- WORK INSTRUCTION
What's needed is a word-for-word retyping of the entries below, pictures omitted.

- AVAILABLE DATA
• • • •

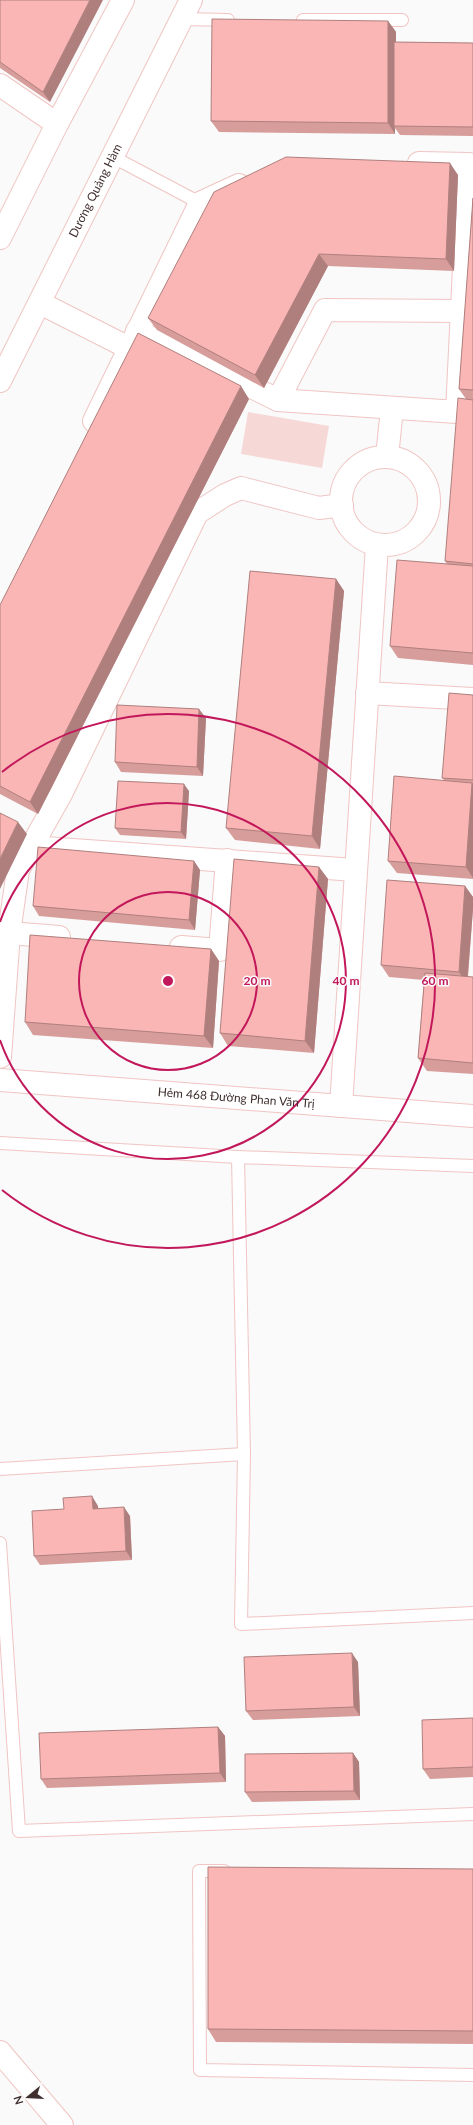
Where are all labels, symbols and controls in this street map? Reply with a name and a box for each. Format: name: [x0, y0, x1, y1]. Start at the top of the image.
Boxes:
street label: Dương Quảng Hàm: [65, 141, 125, 240]
text: 20 m: [244, 973, 270, 988]
text: 40 m: [333, 973, 359, 988]
text: 60 m: [422, 973, 448, 988]
centre of rings: [161, 974, 175, 988]
street label: Hẻm 468 Đường Phan Văn Trị: [157, 1084, 315, 1111]
north arrow: [8, 2077, 48, 2117]
text: N: [11, 2094, 26, 2106]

• • • •

- SOLUTION BELOW
Where are all labels, symbols and controls in this street map? Reply with a name and a box for each. Format: name: [x0, y0, x1, y1]. Start at the top of the image.
Boxes:
street label: Dương Quảng Hàm: [65, 141, 125, 240]
text: 20 m: [244, 973, 270, 988]
text: 40 m: [333, 973, 359, 988]
text: 60 m: [422, 973, 448, 988]
centre of rings: [161, 974, 175, 988]
street label: Hẻm 468 Đường Phan Văn Trị: [157, 1084, 315, 1111]
north arrow: [8, 2077, 48, 2117]
text: N: [11, 2094, 26, 2106]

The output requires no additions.